Jay - "A couple things. Most notable recently has been the emergence of alternative data and how we use it. So for example, in Tesla we have the ability through our outstanding operations team over on the floor with us today that allows us to track test drives. We can, in my space, we've always tracked used prices, but we have the ability to collect a lot more data around used equipment. Configurations and things like that that allow us to parse it more granularly and get different insights from that. I think the growth of real time data sets used to be really unusual or hard to get thing, but today that's something you need to really understand what's going on in the marketplace. I also think that a lot, and I don't think it's necessarily new, but maybe the last couple of years, I do feel like there markets have gotten noisier or it's harder to get alpha than it used to get. And when things go wrong, you know, maybe there's a reason why macro is more important."

Jay and Daryl also discuss the importance of macro on sector specific ideas using Tesla as an example: 

Daryl - "I was actually gonna ask about that how important are macro trends and policy trends for that matter to your coverage area?"
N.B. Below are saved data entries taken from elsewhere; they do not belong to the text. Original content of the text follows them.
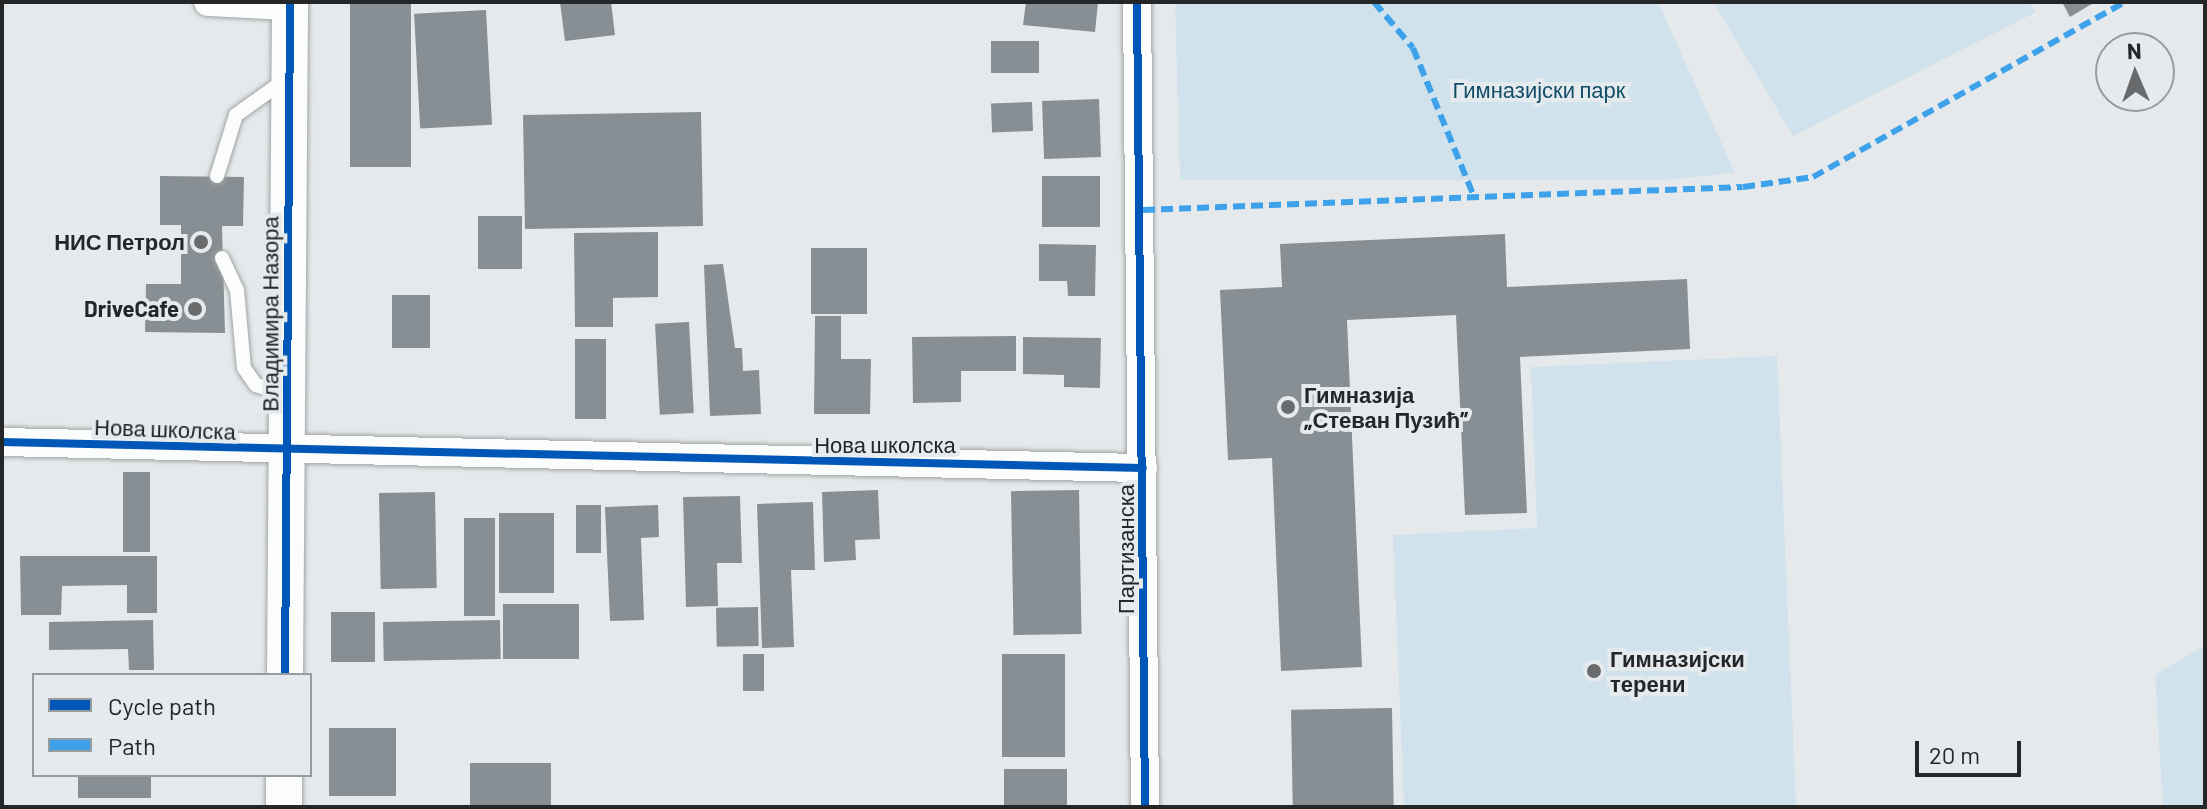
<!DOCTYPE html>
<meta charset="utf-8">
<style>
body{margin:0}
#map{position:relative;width:2207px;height:809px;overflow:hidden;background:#e6e9eb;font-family:Barlow,sans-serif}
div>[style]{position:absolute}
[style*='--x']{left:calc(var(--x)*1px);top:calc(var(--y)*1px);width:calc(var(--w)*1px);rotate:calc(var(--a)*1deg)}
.green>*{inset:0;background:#d0e2ec}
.building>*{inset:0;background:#888f94;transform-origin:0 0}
.roads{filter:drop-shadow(0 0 2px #a2a4a6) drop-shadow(0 0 2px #a2a4a6)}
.service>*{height:14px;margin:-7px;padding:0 7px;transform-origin:7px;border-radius:7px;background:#fbfcfc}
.minor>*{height:28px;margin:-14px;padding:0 14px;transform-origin:14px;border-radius:14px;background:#fbfcfc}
.tertiary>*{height:36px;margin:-18px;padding:0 18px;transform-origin:18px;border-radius:18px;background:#fbfcfc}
.quiet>*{height:6px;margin-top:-3px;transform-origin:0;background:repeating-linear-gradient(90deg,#3ea2eb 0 12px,transparent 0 18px)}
.cycleway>*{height:8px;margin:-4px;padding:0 4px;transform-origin:4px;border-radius:4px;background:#0057b8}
.dots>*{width:22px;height:22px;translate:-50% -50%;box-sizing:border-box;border:4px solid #e4eaed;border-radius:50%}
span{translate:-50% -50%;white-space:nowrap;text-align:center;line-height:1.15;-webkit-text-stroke:8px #e4eaed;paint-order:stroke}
.park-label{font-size:22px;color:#124e68}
.poi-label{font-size:22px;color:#242627;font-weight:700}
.right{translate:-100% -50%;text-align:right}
.left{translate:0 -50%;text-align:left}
.street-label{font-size:22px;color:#242627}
.frame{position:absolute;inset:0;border:4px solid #242627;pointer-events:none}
.legend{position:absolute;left:32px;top:673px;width:280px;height:104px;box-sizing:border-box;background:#e4eaed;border:2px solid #979c9e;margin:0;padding:10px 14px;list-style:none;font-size:24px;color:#242627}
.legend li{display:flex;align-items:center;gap:16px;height:40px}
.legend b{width:40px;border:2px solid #979c9e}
.north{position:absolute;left:2095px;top:32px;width:80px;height:80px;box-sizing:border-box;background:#e4eaed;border:2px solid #979c9e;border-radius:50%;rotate:358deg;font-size:22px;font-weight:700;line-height:32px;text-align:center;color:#242627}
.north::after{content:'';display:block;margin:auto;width:28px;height:36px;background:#686a6c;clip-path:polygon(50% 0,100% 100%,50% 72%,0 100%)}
.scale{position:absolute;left:1915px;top:741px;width:106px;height:36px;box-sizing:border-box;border:4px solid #242627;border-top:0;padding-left:10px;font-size:24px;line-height:28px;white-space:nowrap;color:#242627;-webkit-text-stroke:6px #e4eaed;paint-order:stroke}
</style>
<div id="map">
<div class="green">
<div style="clip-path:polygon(1175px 2px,1658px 2px,1735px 173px,1662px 180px,1180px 180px)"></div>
<div style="clip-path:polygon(1713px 2px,2029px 2px,2036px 12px,1793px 136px)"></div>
<div style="clip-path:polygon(1777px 356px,1796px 807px,1404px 807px,1393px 535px,1537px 528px,1531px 367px)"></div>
<div style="clip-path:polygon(2205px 645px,2205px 807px,2163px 807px,2155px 675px)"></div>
</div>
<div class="building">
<div style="left:350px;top:2px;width:61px;height:165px"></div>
<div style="clip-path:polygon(560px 2px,611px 2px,615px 35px,565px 41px)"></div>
<div style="clip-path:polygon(1026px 2px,1098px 2px,1095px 32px,1023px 25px)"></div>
<div style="clip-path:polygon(2062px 2px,2095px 2px,2070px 17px)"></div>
<div style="left:486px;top:10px;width:115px;height:72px;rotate:87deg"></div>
<div style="left:991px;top:41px;width:48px;height:32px"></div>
<div style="left:1099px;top:99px;width:58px;height:57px;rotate:88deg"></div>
<div style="left:1032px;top:102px;width:29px;height:41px;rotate:88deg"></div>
<div style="left:701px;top:112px;width:114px;height:178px;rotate:89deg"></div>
<div style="clip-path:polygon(160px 176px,244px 177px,243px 226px,222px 226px,225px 333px,145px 332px,146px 284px,181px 284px,181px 225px,160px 225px)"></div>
<div style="left:1042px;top:176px;width:58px;height:51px"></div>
<div style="left:522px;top:216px;width:53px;height:44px;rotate:90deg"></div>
<div style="clip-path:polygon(658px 232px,658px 297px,613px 298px,613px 327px,575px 327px,574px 233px)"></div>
<div style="clip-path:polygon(1505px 234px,1507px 287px,1687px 279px,1690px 349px,1520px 357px,1527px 513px,1465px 515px,1456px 315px,1347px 320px,1362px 667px,1281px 671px,1272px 458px,1228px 460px,1220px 290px,1282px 287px,1280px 244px)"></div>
<div style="clip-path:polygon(1039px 244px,1096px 245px,1095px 296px,1068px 296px,1067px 281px,1039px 281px)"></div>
<div style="left:867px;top:248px;width:66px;height:56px;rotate:90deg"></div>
<div style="clip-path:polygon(723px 264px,735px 348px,742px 348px,743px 371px,759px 370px,761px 414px,710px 416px,704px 265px)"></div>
<div style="left:392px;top:295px;width:38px;height:53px"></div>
<div style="clip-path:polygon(815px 316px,841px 316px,841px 359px,871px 359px,870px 414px,814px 414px)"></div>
<div style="left:689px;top:322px;width:91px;height:34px;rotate:87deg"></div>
<div style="clip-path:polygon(1016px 336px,1016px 371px,961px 371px,961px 402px,913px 403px,912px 337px)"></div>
<div style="clip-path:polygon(1023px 337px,1101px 338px,1100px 388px,1064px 387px,1064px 375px,1023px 374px)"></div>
<div style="left:575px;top:339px;width:31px;height:80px"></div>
<div style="left:123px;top:472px;width:27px;height:80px"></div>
<div style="clip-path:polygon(878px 490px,880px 539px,855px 540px,856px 560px,824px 562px,822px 492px)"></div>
<div style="left:1079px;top:490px;width:144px;height:68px;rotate:89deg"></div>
<div style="left:435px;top:492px;width:96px;height:56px;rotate:89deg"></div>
<div style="clip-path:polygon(740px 496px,742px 563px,717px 563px,718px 606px,686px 607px,683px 497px)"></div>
<div style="clip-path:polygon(813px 502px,815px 570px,791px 570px,794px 647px,762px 648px,757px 504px)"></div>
<div style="left:576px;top:505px;width:25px;height:48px"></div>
<div style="clip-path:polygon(658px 505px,659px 537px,641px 538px,644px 620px,610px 621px,605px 507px)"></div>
<div style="left:499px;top:513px;width:55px;height:80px"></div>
<div style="left:464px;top:518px;width:31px;height:98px"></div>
<div style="clip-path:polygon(20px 556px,157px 556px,157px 613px,127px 613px,127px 585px,62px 586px,61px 615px,21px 615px)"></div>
<div style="left:503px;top:604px;width:76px;height:55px"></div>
<div style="left:758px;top:607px;width:39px;height:42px;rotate:89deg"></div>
<div style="left:331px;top:612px;width:44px;height:50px"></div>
<div style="clip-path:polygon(153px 620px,154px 670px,129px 670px,128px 649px,49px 650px,49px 622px)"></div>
<div style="left:500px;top:620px;width:39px;height:117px;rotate:89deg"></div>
<div style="left:743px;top:654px;width:21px;height:37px"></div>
<div style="left:1065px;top:654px;width:103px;height:63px;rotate:90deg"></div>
<div style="left:1392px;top:708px;width:99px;height:101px;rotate:89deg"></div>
<div style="left:329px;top:728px;width:67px;height:68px"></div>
<div style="left:470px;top:763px;width:81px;height:44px"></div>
<div style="left:1004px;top:769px;width:63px;height:38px"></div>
<div style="left:78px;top:775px;width:73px;height:23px"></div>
</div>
<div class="roads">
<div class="service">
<div style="--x:217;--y:176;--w:64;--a:-72.7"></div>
<div style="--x:236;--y:115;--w:65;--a:-35.6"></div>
<div style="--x:222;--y:258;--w:35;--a:65"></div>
<div style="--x:237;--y:290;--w:78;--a:84.9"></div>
<div style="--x:244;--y:368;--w:21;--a:55"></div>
<div style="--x:256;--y:385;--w:31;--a:17"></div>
</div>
<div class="minor">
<div style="--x:208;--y:2;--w:82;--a:2.8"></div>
<div style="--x:1137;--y:2;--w:805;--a:89.43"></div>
<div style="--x:2;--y:442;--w:1141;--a:1.31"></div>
</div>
<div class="tertiary">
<div style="--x:285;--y:675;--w:673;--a:-89.57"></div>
<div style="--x:284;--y:807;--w:32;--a:-90"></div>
</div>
</div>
<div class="quiet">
<div style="--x:1374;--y:2;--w:60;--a:49.7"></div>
<div style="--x:1413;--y:48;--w:161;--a:67.7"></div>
<div style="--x:1143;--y:210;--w:600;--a:-2.2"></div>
<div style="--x:1743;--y:187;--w:71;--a:-8.1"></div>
<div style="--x:1813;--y:177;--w:358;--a:-29.3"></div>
</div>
<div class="cycleway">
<div style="--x:1137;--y:2;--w:805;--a:89.43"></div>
<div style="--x:2;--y:442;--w:1141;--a:1.31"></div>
<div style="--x:285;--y:675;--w:673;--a:-89.57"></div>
</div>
<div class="dots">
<div style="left:201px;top:242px;background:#686a6c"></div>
<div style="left:195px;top:309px;background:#686a6c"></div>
<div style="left:1288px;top:407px;background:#686a6c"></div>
<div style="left:1594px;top:671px;background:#686a6c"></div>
</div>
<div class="park-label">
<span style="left:1539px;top:90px">Гимназијски парк</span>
</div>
<div class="poi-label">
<span class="right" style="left:185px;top:242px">НИС Петрол</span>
<span class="right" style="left:179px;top:309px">DriveCafe</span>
<span class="left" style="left:1304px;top:407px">Гимназија<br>„Стеван Пузић”</span>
<span class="left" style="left:1610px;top:671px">Гимназијски<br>терени</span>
</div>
<div class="street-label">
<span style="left:270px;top:314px;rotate:-90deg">Владимира Назора</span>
<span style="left:165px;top:429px;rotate:2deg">Нова школска</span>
<span style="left:885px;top:445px">Нова школска</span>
<span style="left:1126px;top:549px;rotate:-90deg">Партизанска</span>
</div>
<div class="frame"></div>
<ul class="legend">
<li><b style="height:10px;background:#0057b8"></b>Cycle path</li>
<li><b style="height:10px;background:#3ea2eb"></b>Path</li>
</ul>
<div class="north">N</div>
<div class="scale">20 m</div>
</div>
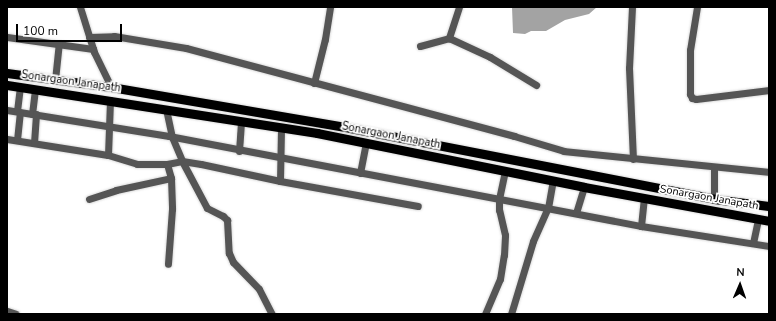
<!DOCTYPE html>
<html>
<head>
<meta charset="utf-8">
<style>
  body { margin:0 }
  #map { position:relative; width:776px; height:321px; overflow:hidden; background:#fff; font-family:"Nunito Sans",sans-serif }
  div>[style] { position:absolute }
  .water>* { inset:0; background:#a3a3a3 }
  .roads { filter:drop-shadow(0 0 1px #dbdbdb) drop-shadow(0 0 1px #dbdbdb) }
  .minor>* { height:7px; margin:-3.5px; padding:0 3.5px; transform-origin:3.5px; border-radius:3.5px; background:#555 }
  .major>* { height:9px; margin:-4.5px; padding:0 4.5px; transform-origin:4.5px; border-radius:4.5px; background:#000 }
  span { translate:-50% -50%; white-space:nowrap; text-align:center; line-height:1.15; -webkit-text-stroke:3.5px #fff; paint-order:stroke }
  .street-label { font-size:11px; color:#000 }
  .frame { position:absolute; inset:0; border:8px solid #000; pointer-events:none }
  .north { position:absolute; left:720px; top:265px; width:40px; height:40px; -webkit-text-stroke:3px #fff; paint-order:stroke; rotate:2deg; font-size:11px; font-weight:700; line-height:16px; text-align:center; color:#000 }
  .north::after { content:''; display:block; margin:auto; width:14px; height:18px; background:#000; clip-path:polygon(50% 0,100% 100%,50% 72%,0 100%) }
  .scale { position:absolute; left:16px; top:24px; width:106px; height:18px; box-sizing:border-box; border:2px solid #000; border-top:0; padding-left:5px; font-size:12px; line-height:14px; white-space:nowrap; color:#000; -webkit-text-stroke:3px #fff; paint-order:stroke }
</style>
</head>
<body>
<div id="map">
  <div class="water">
    <i style="clip-path:polygon(512px 7px,597px 7px,589px 14px,565px 20px,546px 31px,531px 31px,525px 34px,513px 33px)"></i>
  </div>
  <div class="roads">
    <div class="minor">
      <i style="left:80px;top:7px;width:47px;rotate:72.7deg"></i>
      <i style="left:94px;top:52px;width:39px;rotate:64deg"></i>
      <i style="left:459px;top:7px;width:33px;rotate:108deg"></i>
      <i style="left:449px;top:38px;width:45px;rotate:24.9deg"></i>
      <i style="left:490px;top:57px;width:54px;rotate:31.3deg"></i>
      <i style="left:632px;top:7px;width:61px;rotate:92.8deg"></i>
      <i style="left:629px;top:68px;width:91px;rotate:87.5deg"></i>
      <i style="left:697px;top:7px;width:44px;rotate:99.2deg"></i>
      <i style="left:690px;top:50px;width:44px;rotate:90deg"></i>
      <i style="left:690px;top:94px;width:4px;rotate:63deg"></i>
      <i style="left:692px;top:98px;width:4px;rotate:14deg"></i>
      <i style="left:696px;top:99px;width:74px;rotate:-7deg"></i>
      <i style="left:7px;top:37px;width:87px;rotate:7.9deg"></i>
      <i style="left:89px;top:37px;width:25px;rotate:-2deg"></i>
      <i style="left:114px;top:36px;width:73px;rotate:9.5deg"></i>
      <i style="left:186px;top:48px;width:340px;rotate:15deg"></i>
      <i style="left:514px;top:136px;width:52px;rotate:16.7deg"></i>
      <i style="left:564px;top:151px;width:206px;rotate:5.8deg"></i>
      <i style="left:420px;top:46px;width:30px;rotate:-15deg"></i>
      <i style="left:55px;top:80px;width:36px;rotate:-84deg"></i>
      <i style="left:314px;top:83px;width:45px;rotate:-76deg"></i>
      <i style="left:325px;top:39px;width:32px;rotate:-81deg"></i>
      <i style="left:166px;top:109px;width:29px;rotate:78deg"></i>
      <i style="left:172px;top:137px;width:26px;rotate:67deg"></i>
      <i style="left:182px;top:161px;width:53px;rotate:62deg"></i>
      <i style="left:207px;top:208px;width:18px;rotate:27deg"></i>
      <i style="left:223px;top:216px;width:6px;rotate:45deg"></i>
      <i style="left:227px;top:220px;width:33px;rotate:87deg"></i>
      <i style="left:229px;top:253px;width:10px;rotate:66deg"></i>
      <i style="left:233px;top:262px;width:37px;rotate:46deg"></i>
      <i style="left:259px;top:289px;width:28px;rotate:63deg"></i>
      <i style="left:7px;top:110px;width:164px;rotate:9.1deg"></i>
      <i style="left:169px;top:136px;width:481px;rotate:10.8deg"></i>
      <i style="left:641px;top:226px;width:130px;rotate:8.9deg"></i>
      <i style="left:17px;top:111px;width:24px;rotate:-83deg"></i>
      <i style="left:32px;top:114px;width:25px;rotate:-83deg"></i>
      <i style="left:7px;top:139px;width:102px;rotate:9deg"></i>
      <i style="left:108px;top:155px;width:30px;rotate:17deg"></i>
      <i style="left:137px;top:164px;width:30px"></i>
      <i style="left:167px;top:164px;width:15px;rotate:-11deg"></i>
      <i style="left:182px;top:161px;width:19px;rotate:9deg"></i>
      <i style="left:201px;top:164px;width:81px;rotate:12.1deg"></i>
      <i style="left:280px;top:181px;width:140px;rotate:10.3deg"></i>
      <i style="left:17px;top:140px;width:28px;rotate:-84deg"></i>
      <i style="left:34px;top:143px;width:29px;rotate:-86deg"></i>
      <i style="left:239px;top:151px;width:30px;rotate:-86deg"></i>
      <i style="left:108px;top:155px;width:55px;rotate:-87.9deg"></i>
      <i style="left:167px;top:164px;width:15px;rotate:74deg"></i>
      <i style="left:171px;top:178px;width:31px;rotate:88deg"></i>
      <i style="left:172px;top:209px;width:55px;rotate:94.2deg"></i>
      <i style="left:714px;top:167px;width:32px;rotate:90deg"></i>
      <i style="left:360px;top:173px;width:31px;rotate:-79deg"></i>
      <i style="left:280px;top:181px;width:53px;rotate:-88.9deg"></i>
      <i style="left:89px;top:199px;width:28px;rotate:-18deg"></i>
      <i style="left:116px;top:190px;width:56px;rotate:-12.3deg"></i>
      <i style="left:576px;top:213px;width:27px;rotate:-73deg"></i>
      <i style="left:641px;top:226px;width:28px;rotate:-84deg"></i>
      <i style="left:753px;top:243px;width:25px;rotate:-78deg"></i>
      <i style="left:7px;top:311px;width:9px;rotate:18deg"></i>
      <i style="left:485px;top:314px;width:38px;rotate:-67deg"></i>
      <i style="left:500px;top:279px;width:24px;rotate:-81deg"></i>
      <i style="left:504px;top:255px;width:20px;rotate:-87deg"></i>
      <i style="left:505px;top:235px;width:26px;rotate:-103deg"></i>
      <i style="left:499px;top:210px;width:11px;rotate:-90deg"></i>
      <i style="left:499px;top:199px;width:29px;rotate:-78deg"></i>
      <i style="left:511px;top:314px;width:76px;rotate:-73.2deg"></i>
      <i style="left:533px;top:241px;width:36px;rotate:-66deg"></i>
      <i style="left:548px;top:208px;width:27px;rotate:-80deg"></i>
    </div>
    <div class="major">
      <i style="left:7px;top:73px;width:105px;rotate:7.7deg"></i>
      <i style="left:111px;top:87px;width:242px;rotate:9.7deg"></i>
      <i style="left:350px;top:128px;width:371px;rotate:11deg"></i>
      <i style="left:714px;top:199px;width:55px;rotate:7.3deg"></i>
      <i style="left:7px;top:85px;width:314px;rotate:8.8deg"></i>
      <i style="left:317px;top:133px;width:272px;rotate:11.4deg"></i>
      <i style="left:584px;top:187px;width:188px;rotate:10.4deg"></i>
    </div>
  </div>
  <div class="street-label">
    <span style="left:71px;top:82px;rotate:8deg">Sonargaon Janapath</span>
    <span style="left:391px;top:136px;rotate:11deg">Sonargaon Janapath</span>
    <span style="left:709px;top:198px;rotate:10deg">Sonargaon Janapath</span>
  </div>
  <div class="frame"></div>
  <div class="north">N</div>
  <div class="scale">100 m</div>
</div>
</body>
</html>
Jay - "I think it's hugely important. You know, you look at something like the Quad 4 move that we had in the fourth quarter, and so if you have an industry where it's a little crowded and it's harder to get alpha when people suddenly take risk off and in a decelerating growth, decelerating inflation environment, you're cheap stocks are going to get cheaper and your expense stocks are going to get more expensive. Why? Because people are selling the longs and taking risk off and buying shorts and taking risk off. So I think, you know, from that efficiency, I think most people would agree that in almost any scenario, for example, Tesla is going to be overvalued. But the process of that correcting is less straightforward than it might have been prior markets where you'd have more straightforward catalyst in place to do it in part because there's a lot of people crammed into the trade and if you get a risk off environment like we've had suddenly you can see Tesla in the fourth quarter outperforming even into potentially, I mean it's, it's they ramped up production into a tax credit exploration and a draw down of their backlog, like it'd be difficult to make a stupid or move, in my opinion, and the stock performed quite well during that period."